The roadmap focuses on:
- Expanding public skills (currently 6 ready for release)
- Content creation workflows (this post is dogfooding the system)
- Integration testing (Cal.com, Stripe, n8n planned)
- Documentation refinement (voice guide enforcement)
No grand architectural rewrites. No module contracts or hook loaders. Just file-based workflows, hierarchical context, and self-contained skills.
Because boring solutions that work beat elegant solutions that don't.
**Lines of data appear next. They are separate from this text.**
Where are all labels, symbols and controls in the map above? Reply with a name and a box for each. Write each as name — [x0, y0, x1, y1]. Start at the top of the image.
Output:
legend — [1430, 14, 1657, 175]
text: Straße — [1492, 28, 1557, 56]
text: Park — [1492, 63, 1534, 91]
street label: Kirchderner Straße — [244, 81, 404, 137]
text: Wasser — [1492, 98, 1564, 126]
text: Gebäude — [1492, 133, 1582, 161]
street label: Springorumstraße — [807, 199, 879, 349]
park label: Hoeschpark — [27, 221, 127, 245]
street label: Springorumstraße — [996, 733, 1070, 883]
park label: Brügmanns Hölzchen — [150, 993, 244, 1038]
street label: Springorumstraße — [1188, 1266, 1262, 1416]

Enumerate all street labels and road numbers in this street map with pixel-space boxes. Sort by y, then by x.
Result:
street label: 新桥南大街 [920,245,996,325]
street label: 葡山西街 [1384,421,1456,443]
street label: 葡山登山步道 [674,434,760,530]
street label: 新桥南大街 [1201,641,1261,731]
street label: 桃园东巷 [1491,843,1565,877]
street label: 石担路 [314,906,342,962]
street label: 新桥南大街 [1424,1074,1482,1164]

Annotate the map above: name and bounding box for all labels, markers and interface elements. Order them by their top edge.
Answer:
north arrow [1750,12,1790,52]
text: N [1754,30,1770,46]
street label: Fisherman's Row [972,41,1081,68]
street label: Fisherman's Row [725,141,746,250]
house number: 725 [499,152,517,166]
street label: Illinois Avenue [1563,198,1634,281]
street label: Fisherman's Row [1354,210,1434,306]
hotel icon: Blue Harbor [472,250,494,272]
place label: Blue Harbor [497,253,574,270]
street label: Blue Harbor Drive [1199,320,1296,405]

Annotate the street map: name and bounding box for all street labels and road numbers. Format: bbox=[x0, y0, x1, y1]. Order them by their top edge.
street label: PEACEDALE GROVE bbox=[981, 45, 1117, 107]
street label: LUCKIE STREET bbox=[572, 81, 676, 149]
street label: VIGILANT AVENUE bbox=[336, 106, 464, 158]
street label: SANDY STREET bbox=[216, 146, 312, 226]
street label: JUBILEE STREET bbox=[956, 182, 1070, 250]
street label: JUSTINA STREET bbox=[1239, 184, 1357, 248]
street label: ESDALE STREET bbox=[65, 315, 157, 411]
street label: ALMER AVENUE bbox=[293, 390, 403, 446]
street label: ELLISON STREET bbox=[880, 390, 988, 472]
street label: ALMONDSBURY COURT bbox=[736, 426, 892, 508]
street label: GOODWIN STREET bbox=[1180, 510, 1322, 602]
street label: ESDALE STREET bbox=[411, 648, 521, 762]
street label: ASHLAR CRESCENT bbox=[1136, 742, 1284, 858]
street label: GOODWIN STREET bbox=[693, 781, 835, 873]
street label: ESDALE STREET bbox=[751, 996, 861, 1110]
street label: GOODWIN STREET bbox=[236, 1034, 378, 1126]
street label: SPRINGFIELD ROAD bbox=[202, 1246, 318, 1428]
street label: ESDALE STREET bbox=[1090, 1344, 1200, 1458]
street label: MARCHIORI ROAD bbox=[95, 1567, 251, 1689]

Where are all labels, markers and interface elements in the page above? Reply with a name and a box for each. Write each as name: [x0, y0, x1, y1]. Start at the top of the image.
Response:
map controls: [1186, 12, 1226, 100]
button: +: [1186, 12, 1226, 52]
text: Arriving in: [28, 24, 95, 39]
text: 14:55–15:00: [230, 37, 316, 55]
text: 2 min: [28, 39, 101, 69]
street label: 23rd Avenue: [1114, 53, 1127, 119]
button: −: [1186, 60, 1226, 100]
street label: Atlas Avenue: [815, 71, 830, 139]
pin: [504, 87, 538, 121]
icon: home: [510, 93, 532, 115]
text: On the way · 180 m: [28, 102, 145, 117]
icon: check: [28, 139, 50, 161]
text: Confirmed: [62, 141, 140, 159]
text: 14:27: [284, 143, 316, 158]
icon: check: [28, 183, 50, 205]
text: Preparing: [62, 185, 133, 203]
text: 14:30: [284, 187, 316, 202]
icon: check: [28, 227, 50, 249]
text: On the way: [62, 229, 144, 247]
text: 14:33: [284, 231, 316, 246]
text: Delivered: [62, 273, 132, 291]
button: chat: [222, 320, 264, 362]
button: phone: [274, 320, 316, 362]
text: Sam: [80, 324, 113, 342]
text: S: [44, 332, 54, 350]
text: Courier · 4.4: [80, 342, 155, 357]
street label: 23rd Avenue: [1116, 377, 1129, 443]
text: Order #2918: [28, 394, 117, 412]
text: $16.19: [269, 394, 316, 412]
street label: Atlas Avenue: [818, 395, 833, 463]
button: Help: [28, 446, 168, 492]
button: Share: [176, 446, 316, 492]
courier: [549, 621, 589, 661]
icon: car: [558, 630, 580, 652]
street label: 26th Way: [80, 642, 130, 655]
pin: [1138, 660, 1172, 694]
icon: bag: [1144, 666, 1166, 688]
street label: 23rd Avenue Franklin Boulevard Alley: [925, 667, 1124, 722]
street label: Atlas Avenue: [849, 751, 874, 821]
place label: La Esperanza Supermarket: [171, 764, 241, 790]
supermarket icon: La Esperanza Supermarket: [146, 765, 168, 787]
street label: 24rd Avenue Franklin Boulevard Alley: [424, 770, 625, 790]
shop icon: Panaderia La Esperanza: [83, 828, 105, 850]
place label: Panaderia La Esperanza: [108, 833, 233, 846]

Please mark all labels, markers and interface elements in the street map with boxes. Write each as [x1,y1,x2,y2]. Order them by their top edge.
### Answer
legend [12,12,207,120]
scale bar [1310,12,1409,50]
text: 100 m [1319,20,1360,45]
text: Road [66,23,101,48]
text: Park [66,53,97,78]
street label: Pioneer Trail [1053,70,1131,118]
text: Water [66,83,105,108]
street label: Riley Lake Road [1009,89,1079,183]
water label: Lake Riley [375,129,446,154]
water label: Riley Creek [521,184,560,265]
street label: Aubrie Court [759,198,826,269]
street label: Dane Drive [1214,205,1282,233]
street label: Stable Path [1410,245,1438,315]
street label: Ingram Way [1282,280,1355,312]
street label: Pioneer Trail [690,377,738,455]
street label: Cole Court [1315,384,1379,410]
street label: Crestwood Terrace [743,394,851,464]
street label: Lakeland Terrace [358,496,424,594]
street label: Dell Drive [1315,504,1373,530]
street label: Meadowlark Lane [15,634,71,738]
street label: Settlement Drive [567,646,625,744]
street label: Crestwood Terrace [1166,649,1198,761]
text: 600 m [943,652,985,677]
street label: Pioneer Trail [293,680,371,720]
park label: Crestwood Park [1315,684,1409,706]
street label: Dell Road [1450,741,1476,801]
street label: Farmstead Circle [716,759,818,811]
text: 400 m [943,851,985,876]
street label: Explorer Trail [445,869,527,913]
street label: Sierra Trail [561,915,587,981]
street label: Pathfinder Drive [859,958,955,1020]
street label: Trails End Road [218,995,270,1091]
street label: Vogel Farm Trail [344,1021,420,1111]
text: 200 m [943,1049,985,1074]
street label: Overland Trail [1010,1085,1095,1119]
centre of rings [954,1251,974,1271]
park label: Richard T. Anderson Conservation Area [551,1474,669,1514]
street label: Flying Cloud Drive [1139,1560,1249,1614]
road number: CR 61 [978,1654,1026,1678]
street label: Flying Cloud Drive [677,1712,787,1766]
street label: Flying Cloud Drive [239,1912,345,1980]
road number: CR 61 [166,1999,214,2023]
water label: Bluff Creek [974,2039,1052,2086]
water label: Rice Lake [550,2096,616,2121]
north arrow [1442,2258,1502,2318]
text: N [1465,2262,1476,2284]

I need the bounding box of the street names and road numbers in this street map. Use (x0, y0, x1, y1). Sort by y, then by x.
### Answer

Lessons for AI-Assisted Development
If you're building frameworks for AI agents:
Design for persistence, not execution:
- File-based state survives context switches
- Function calls don't guarantee callbacks
- Markdown documentation works; TypeScript contracts are fragile
Optimize for token efficiency:
- Hierarchical loading reduces context bloat
- Navigation layer + skill-specific context
- Load what you need, when you need it
Self-contained is better than shared:
- Independent skills with no cross-dependencies
- Each skill manages its own resources
- No global state, no shared abstractions
Be transparent about constraints:
- Document what doesn't work
- Explain why you made each decision
- Show the evidence, not just the conclusion
Test on AI behavior, not assumptions:
- How does Claude actually load context?
- What execution guarantees exist?
- What persists between invocations?
The V2 attempt taught me these lessons the hard way. The framework is better for it. And this blog post exists because I documented what failed, not just what worked.
That's the Intelligence Adjacent philosophy: build systems that work alongside human intelligence, not replace it. Sometimes that means learning the hard way that your elegant solution doesn't match reality.
And sometimes that means archiving 8 days of work and restoring the boring solution that works.